━━━ Source records

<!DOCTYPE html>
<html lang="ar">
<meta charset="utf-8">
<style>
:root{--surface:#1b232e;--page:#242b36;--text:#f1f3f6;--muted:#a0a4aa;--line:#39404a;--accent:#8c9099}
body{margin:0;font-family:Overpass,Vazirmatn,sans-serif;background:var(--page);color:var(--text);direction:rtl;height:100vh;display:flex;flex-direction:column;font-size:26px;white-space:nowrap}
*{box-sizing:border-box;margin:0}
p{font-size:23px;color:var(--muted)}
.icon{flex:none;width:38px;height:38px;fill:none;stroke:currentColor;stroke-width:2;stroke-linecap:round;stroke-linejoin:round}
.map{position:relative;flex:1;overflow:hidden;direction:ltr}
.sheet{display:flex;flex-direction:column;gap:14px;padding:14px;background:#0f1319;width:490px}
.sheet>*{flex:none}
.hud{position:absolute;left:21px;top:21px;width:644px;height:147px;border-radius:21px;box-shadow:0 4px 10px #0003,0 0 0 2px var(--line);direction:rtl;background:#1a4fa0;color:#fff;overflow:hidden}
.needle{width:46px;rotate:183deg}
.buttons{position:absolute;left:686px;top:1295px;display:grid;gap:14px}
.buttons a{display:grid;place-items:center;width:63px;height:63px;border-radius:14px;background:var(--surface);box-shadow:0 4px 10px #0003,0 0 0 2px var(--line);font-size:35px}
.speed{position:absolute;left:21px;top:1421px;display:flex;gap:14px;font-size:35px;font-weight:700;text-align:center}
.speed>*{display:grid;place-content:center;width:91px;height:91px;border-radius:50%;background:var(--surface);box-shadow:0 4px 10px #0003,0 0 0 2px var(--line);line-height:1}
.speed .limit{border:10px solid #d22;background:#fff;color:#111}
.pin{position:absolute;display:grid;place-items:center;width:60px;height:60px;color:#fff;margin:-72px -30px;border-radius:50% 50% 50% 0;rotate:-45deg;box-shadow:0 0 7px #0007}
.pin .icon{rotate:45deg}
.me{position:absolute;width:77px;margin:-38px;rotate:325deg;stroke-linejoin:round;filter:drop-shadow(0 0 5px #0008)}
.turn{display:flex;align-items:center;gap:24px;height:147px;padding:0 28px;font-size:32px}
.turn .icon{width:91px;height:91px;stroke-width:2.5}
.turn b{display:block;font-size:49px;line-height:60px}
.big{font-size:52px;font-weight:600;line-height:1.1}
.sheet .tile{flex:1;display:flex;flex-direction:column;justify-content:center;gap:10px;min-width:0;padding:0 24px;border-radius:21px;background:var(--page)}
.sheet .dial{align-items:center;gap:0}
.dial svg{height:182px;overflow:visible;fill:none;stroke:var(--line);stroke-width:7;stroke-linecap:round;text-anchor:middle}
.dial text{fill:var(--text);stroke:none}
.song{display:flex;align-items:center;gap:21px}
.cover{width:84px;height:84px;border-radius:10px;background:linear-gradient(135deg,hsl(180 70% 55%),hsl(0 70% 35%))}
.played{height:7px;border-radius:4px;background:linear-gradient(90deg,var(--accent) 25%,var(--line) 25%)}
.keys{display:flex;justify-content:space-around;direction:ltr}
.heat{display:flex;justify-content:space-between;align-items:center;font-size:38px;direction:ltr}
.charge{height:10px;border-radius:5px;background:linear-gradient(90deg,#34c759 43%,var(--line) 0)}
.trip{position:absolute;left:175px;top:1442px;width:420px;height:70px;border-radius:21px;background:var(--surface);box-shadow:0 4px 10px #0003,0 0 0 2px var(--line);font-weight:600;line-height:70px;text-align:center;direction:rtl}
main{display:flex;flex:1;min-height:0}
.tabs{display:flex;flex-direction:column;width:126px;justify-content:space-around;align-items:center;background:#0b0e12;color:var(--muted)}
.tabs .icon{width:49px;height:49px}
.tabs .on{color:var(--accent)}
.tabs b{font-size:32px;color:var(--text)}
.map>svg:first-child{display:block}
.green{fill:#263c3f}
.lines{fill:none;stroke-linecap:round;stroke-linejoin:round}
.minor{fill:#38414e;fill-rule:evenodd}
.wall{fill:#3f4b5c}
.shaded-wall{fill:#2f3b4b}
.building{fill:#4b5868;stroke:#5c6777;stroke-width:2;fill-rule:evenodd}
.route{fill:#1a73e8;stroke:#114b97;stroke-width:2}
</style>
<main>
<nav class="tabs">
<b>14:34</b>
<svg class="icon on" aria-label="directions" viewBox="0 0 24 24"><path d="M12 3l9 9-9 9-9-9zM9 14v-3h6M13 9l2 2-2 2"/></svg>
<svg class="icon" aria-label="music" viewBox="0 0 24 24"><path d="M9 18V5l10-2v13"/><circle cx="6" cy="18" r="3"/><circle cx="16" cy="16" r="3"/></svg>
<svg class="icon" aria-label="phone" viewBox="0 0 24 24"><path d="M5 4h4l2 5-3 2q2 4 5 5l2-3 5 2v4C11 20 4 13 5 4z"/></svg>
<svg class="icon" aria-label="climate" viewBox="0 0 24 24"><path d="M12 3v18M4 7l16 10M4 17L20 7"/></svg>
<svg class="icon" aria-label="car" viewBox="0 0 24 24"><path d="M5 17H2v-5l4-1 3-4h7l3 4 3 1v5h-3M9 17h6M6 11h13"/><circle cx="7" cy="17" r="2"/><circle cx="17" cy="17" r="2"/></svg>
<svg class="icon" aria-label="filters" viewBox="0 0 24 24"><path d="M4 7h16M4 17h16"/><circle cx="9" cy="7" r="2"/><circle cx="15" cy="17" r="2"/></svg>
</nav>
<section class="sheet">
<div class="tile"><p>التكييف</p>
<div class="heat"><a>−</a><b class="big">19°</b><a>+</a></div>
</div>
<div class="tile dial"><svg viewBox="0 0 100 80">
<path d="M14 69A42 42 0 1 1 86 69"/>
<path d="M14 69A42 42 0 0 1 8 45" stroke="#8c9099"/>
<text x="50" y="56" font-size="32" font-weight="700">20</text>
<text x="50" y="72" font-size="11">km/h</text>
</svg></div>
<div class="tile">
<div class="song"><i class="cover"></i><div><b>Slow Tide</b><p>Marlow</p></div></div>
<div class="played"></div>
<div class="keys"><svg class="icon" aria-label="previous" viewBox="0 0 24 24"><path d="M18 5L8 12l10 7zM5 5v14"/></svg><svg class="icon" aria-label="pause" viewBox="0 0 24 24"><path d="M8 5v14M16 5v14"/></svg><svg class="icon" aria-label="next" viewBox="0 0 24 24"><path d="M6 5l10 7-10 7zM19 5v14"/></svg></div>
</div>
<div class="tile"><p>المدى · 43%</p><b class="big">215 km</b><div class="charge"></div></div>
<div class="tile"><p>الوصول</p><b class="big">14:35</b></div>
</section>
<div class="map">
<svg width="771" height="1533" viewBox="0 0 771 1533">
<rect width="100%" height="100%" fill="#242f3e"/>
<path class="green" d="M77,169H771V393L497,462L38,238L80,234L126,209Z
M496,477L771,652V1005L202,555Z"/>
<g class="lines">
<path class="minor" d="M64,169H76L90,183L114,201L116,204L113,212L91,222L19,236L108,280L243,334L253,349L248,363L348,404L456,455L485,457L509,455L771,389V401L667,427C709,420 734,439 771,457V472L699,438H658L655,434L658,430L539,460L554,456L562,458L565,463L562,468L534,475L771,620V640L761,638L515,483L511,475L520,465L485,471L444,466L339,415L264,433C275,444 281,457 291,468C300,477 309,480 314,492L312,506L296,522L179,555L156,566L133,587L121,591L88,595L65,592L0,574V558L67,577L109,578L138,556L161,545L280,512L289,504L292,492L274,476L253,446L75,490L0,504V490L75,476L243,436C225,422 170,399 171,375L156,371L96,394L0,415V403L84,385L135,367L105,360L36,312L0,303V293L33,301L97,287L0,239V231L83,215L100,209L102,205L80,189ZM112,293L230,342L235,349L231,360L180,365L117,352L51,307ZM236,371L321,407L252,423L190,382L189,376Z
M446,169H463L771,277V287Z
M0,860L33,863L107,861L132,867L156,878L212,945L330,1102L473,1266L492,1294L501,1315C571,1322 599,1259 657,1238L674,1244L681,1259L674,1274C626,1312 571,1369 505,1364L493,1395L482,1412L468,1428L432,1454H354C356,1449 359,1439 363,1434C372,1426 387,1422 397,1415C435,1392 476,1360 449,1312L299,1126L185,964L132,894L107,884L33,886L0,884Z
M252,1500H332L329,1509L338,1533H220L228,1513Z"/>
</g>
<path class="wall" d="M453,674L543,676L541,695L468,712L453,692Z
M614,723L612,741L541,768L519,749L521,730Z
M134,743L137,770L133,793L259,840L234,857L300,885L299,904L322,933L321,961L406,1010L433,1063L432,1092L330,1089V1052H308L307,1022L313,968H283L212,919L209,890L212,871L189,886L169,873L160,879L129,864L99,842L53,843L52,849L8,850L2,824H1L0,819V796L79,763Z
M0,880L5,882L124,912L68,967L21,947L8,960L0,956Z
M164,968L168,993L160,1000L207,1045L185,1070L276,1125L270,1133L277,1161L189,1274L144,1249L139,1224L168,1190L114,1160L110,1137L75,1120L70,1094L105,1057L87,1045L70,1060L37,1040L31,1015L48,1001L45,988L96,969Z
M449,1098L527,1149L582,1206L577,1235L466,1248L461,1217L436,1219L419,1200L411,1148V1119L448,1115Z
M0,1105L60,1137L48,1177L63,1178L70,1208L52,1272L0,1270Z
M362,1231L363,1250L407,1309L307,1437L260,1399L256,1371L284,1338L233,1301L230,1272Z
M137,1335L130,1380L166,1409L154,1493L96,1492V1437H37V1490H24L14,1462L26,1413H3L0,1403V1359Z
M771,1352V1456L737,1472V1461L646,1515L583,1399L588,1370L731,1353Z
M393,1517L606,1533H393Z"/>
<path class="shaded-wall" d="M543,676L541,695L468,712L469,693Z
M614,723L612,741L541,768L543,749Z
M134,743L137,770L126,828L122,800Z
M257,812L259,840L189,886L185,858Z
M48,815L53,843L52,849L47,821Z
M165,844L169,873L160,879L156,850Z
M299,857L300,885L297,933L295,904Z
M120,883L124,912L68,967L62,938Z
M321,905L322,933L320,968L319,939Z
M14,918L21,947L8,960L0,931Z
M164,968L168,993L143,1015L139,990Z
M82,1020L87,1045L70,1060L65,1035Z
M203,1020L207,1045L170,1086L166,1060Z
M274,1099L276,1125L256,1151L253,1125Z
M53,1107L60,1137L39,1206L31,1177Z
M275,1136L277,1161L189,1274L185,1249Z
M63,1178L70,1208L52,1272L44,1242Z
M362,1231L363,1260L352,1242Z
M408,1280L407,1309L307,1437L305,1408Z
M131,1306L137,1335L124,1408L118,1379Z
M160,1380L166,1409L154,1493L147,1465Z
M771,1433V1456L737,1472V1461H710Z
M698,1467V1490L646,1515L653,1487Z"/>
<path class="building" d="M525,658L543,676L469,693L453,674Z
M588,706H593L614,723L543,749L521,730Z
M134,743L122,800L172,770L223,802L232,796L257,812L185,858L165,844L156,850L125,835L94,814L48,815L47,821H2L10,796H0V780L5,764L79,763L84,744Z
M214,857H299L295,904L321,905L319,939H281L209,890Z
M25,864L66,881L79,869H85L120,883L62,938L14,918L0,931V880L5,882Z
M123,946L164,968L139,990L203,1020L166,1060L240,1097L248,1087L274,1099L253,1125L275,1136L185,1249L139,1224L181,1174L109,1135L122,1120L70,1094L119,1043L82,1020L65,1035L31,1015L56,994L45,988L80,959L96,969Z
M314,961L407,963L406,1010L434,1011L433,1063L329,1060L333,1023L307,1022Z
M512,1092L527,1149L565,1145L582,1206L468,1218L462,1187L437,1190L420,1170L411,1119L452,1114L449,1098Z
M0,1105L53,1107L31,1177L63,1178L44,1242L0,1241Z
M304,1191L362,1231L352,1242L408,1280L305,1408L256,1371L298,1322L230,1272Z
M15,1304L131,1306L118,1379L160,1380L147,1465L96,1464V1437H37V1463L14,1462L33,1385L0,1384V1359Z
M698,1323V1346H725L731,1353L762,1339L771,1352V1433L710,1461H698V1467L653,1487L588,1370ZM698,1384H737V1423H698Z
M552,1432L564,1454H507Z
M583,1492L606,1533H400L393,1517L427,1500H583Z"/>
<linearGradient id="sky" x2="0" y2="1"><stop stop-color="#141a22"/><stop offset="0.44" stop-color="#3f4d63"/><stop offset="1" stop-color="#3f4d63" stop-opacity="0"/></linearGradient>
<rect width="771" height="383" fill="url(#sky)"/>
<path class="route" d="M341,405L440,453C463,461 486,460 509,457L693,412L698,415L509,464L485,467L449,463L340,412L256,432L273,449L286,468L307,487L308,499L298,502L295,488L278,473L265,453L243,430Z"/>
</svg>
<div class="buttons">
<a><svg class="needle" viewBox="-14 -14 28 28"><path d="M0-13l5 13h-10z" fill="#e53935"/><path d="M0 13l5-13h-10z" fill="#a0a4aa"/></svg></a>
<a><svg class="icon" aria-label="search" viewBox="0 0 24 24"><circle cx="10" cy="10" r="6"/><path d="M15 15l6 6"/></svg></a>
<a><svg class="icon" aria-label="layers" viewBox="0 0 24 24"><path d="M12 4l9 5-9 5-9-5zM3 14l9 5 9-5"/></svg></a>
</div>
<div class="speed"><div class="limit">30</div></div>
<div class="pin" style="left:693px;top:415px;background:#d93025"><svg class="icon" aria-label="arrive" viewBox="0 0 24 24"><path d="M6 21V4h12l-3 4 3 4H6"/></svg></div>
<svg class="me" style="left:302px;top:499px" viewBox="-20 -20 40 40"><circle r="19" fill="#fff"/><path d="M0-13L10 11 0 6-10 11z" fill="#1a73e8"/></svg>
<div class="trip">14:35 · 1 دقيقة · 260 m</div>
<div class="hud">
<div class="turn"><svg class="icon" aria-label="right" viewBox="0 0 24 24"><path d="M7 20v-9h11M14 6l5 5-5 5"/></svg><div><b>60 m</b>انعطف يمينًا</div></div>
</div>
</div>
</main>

━━━━━━

*Work order*. Set down, word for word, every line from the line that holds "20v-9h11M14 6l5 5-5" to the end of the entries above, including both ends.

*Output*.
<div class="turn"><svg class="icon" aria-label="right" viewBox="0 0 24 24"><path d="M7 20v-9h11M14 6l5 5-5 5"/></svg><div><b>60 m</b>انعطف يمينًا</div></div>
</div>
</div>
</main>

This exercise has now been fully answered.